Kitab al-Zahrah
- Author: Ibn Dawud
- Original title: كتاب الزهرة
- Language: Arabic
- Genre: Arabic Literature, Arab Adab

= Kitab al-Zahra =

Book of the flower by Ibn Dawud

Kitab al-Zahrah (كتاب الزهرة) is a late ninth-century Arabic literary anthology compiled by the Abbasid-era scholar Ibn Dawud (868CE–910CE)

==Author==
As Ibn Dāwūd lived as an Abbasid-era legal scholar, most of his work was on legal topics, except for Kitab al-Zahrah, which ended up being his only surviving written work. It is said by many scholars that he ended writing Kitab al-Zahrah due to his unrequited love for a male friend. It is this same male friend who Dāwūd's unfulfilled desire for led to his untimely death. Despite very little being known for sure about Ibn Dāwūd's life, many of the ghazal (love poems) in Kitab al-Zahrah are attributed to “a Man of Our Times” (بعض أهل هذا العص). Although this name is a pseudonym, many ancient and modern scholars have acknowledged that the author behind these poems is Ibn Dāwūd. This may be ascribed to Ibn Dawud's life-long obsession with love, specifically male-male love.

== Sources and Origin ==
Ibn Dāwūd compiled Kitab al-Zahra in Baghdad, his hometown. The anthology contains 100 chapters with 50 chapters classified as ghazals, and the second half addresses various themes, including religion. The anthology draws from many sources, but historians have noted that he tended to attribute his verses to contemporaries and concealed his poetic gift.

The sources drawn upon span several traditions and literary ages, including pre-Islamic, Umayyad, and Abbasid ages. In the book, he cites famous poets such as Abū Tammām, Al-Buhturī, and others. Additionally, in discussing perspectives on love, Ibn Dāwūd used both Greek Philosophy and Islamic hadith.

Kitāb al-Zahrah survives in two major manuscripts. The first part is based on a copy held at Dār al-Kutub al-Miṣriyyah in Egypt and was first published in 1932, then republished in 1975 by later editors.

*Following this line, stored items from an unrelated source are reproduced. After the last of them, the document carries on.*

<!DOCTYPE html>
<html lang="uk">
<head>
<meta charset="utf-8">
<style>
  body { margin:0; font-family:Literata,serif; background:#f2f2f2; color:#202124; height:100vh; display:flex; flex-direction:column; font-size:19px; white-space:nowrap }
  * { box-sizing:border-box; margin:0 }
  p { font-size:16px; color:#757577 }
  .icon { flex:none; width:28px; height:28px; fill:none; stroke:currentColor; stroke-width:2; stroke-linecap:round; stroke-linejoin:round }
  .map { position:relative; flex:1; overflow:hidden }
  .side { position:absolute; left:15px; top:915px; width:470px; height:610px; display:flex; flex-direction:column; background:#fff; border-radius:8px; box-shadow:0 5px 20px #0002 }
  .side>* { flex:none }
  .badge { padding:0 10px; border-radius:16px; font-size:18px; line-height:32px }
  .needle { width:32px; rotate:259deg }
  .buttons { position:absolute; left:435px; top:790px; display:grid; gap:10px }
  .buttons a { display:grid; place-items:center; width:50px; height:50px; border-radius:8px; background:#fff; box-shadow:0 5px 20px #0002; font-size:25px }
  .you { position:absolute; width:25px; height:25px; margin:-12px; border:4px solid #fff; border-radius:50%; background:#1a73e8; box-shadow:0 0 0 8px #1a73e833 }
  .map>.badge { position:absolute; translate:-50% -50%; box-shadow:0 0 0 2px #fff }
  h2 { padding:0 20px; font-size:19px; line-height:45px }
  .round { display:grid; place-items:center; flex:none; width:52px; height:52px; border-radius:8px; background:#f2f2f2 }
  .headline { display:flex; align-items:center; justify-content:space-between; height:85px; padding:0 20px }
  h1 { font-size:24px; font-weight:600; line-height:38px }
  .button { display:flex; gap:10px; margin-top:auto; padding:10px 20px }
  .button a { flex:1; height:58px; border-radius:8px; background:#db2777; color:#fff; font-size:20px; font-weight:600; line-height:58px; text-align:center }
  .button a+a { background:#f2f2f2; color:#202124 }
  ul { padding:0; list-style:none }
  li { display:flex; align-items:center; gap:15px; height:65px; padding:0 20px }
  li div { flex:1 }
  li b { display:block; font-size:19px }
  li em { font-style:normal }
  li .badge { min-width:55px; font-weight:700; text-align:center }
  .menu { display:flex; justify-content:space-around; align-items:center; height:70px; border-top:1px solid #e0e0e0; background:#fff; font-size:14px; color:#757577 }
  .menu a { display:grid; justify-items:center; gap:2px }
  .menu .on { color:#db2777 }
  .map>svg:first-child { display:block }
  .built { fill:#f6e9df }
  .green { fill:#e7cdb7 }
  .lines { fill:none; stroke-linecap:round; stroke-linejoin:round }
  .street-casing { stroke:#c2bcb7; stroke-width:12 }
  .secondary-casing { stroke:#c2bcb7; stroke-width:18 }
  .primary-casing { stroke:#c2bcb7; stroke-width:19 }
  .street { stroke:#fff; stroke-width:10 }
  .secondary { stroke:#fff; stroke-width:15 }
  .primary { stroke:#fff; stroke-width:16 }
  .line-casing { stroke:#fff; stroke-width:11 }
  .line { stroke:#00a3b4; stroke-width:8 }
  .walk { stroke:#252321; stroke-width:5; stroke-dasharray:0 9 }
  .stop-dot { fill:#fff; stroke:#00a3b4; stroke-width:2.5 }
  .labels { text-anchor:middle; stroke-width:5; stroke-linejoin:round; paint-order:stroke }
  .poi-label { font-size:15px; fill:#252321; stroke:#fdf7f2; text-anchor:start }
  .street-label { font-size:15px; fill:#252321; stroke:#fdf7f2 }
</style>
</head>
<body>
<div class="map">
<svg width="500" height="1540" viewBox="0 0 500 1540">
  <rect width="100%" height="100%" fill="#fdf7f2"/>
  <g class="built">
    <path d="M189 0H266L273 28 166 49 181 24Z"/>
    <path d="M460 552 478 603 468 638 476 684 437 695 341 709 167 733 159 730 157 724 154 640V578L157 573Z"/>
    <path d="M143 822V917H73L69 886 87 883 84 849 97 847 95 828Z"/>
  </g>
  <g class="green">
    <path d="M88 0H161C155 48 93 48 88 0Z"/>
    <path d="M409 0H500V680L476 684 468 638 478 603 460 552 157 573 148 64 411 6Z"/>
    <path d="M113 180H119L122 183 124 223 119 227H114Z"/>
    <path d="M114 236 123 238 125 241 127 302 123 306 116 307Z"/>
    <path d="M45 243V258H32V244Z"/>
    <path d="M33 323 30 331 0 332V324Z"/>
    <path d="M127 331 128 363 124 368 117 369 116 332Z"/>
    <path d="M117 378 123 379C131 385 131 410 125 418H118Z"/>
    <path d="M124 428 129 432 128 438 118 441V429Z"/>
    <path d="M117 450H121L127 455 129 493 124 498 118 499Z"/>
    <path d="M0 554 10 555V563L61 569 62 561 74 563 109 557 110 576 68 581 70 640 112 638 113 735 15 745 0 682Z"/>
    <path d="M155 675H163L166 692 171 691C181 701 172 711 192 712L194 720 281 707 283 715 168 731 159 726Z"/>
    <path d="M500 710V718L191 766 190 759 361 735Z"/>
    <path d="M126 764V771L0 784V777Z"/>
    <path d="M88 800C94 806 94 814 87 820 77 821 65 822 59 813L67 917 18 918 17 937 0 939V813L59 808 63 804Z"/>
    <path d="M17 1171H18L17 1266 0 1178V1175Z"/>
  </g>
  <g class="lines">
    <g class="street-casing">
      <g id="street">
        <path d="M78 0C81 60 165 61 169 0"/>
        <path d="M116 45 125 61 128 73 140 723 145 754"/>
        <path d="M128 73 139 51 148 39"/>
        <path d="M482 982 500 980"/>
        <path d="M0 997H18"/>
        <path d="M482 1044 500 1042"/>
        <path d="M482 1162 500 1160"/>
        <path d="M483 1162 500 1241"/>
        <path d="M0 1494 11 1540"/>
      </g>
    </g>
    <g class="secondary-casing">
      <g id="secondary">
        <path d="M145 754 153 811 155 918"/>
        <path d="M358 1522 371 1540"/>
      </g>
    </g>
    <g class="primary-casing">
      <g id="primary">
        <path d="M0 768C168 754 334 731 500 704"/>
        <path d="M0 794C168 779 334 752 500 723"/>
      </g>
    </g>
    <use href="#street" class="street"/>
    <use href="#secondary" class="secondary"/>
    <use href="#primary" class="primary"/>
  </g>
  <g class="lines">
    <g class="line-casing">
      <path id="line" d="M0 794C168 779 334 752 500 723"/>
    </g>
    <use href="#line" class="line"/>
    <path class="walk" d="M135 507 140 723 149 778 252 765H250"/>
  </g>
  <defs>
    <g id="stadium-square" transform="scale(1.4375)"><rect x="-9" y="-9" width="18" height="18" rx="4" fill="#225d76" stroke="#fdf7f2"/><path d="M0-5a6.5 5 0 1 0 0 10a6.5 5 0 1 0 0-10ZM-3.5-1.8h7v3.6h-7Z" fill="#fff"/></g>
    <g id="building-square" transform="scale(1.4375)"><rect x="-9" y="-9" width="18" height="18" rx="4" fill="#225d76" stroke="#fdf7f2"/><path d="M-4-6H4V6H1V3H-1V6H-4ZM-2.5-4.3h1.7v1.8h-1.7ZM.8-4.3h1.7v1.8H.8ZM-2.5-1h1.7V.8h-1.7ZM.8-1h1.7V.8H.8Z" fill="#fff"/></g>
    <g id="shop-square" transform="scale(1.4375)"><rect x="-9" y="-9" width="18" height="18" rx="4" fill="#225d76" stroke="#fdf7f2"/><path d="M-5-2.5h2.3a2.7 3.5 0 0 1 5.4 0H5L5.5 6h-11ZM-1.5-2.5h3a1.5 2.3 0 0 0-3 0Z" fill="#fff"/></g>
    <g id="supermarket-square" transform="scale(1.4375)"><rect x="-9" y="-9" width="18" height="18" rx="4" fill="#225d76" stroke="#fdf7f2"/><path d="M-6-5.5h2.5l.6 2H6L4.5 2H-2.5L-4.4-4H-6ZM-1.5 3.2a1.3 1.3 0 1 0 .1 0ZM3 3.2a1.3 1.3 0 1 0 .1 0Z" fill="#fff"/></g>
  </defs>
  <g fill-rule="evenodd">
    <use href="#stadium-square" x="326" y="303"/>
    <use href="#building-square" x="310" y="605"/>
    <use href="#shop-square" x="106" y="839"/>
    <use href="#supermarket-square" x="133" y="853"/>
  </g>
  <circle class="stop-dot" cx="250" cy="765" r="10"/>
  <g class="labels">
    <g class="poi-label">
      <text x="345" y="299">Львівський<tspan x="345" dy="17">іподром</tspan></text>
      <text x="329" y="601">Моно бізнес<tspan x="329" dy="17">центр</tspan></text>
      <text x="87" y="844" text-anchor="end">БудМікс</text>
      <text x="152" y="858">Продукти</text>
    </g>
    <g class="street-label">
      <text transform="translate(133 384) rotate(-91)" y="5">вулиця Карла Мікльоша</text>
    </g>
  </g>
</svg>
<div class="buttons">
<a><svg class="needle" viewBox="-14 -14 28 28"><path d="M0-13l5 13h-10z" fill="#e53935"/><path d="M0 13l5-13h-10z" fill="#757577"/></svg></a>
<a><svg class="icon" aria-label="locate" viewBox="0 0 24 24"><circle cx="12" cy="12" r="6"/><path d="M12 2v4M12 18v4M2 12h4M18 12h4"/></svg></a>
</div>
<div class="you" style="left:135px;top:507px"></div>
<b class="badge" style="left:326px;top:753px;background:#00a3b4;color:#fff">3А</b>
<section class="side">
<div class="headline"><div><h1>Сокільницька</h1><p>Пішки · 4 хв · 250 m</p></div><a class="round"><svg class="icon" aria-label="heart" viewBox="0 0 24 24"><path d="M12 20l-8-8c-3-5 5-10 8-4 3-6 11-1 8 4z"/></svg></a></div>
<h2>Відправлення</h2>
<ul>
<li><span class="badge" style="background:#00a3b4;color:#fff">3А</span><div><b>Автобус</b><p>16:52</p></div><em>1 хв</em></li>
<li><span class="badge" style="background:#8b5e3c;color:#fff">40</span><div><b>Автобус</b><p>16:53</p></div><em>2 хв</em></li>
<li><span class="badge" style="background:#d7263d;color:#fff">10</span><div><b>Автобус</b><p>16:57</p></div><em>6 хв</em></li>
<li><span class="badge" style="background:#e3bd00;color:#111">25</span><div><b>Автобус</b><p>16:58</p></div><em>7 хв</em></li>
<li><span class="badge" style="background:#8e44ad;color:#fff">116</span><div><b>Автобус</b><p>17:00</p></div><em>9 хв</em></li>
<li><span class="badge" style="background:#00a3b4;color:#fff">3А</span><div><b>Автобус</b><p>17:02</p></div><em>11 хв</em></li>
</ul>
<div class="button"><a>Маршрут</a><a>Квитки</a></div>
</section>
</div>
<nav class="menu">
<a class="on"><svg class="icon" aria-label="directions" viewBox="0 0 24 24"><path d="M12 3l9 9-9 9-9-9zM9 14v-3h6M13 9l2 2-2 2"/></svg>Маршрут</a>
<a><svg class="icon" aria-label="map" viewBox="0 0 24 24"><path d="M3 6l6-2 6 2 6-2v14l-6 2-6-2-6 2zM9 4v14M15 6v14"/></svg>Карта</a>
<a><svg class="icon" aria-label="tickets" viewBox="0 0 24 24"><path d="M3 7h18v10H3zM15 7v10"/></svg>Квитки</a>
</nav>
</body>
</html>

The second part draws on different manuscripts, specifically ones preserved in the Iraqi Museum and in Turin, Italy.

== Structure of the Composition ==
Ibn Dawud divides Kitab al-Zahra into one hundred chapters, with each one covering poems on a particular subject, either grouped by central idea or by poets that fit a certain description. The first fifty chapters are entirely written on love poetry (known as ghazal), making the work one of the earliest Arabic collections of Arabic writings that offers in depth commentary on the subject. The second fifty chapters cover a variety of other poetic genres, beginning with three chapters of Islamic panegyric poetry in praise of God, the Prophet Muḥammad, and his household. It ends with chapters of poetic “curiosities” and linguistic experiments that go beyond conventional poetic norms, including lipograms, palindromes, pangrams, and verses containing Persian or Greek words. Ibn Dawud explains that he arranged the book as such as it models the structure of his anthology on the traditional qasidah, which usually open with amatory verses (nasib) and then introduces the main subject of praise (madih). Iyas Nasser argues this makes Kitab al-Zahrah the only known poetry anthology to be based on the traditional structure of the qasidah.

==Significance and Influence==
Kitāb al-Zahrah's themes are split with the first half of the anthology featuring love poems and the second half depicting many different themes, but particularly panegyric religious poetry. Ibn Dāwūd intentionally organized the anthology in this manner to match “the method of poets,” as verses about love are generally placed in the beginnings of qaṣīdahs, preceding the main subject. The various themes include love anecdotes, passion, praise for God, and praise for Prophet Muḥammad. Dr. Iyas Nasser argues that the anthology's format is based on the form of the Abbasid qaṣīdah, arguing that Dāwūd “arranges his anthology in two halves corresponding to the two sections of the Abbasid panegyrical qaṣīdah: amatory opening and panegyric.” Nasser also identifies Kitāb al-Zahrah as uniquely one of the only anthologies to be organized in this manner, and it uses this method to link religious poetry to love poetry.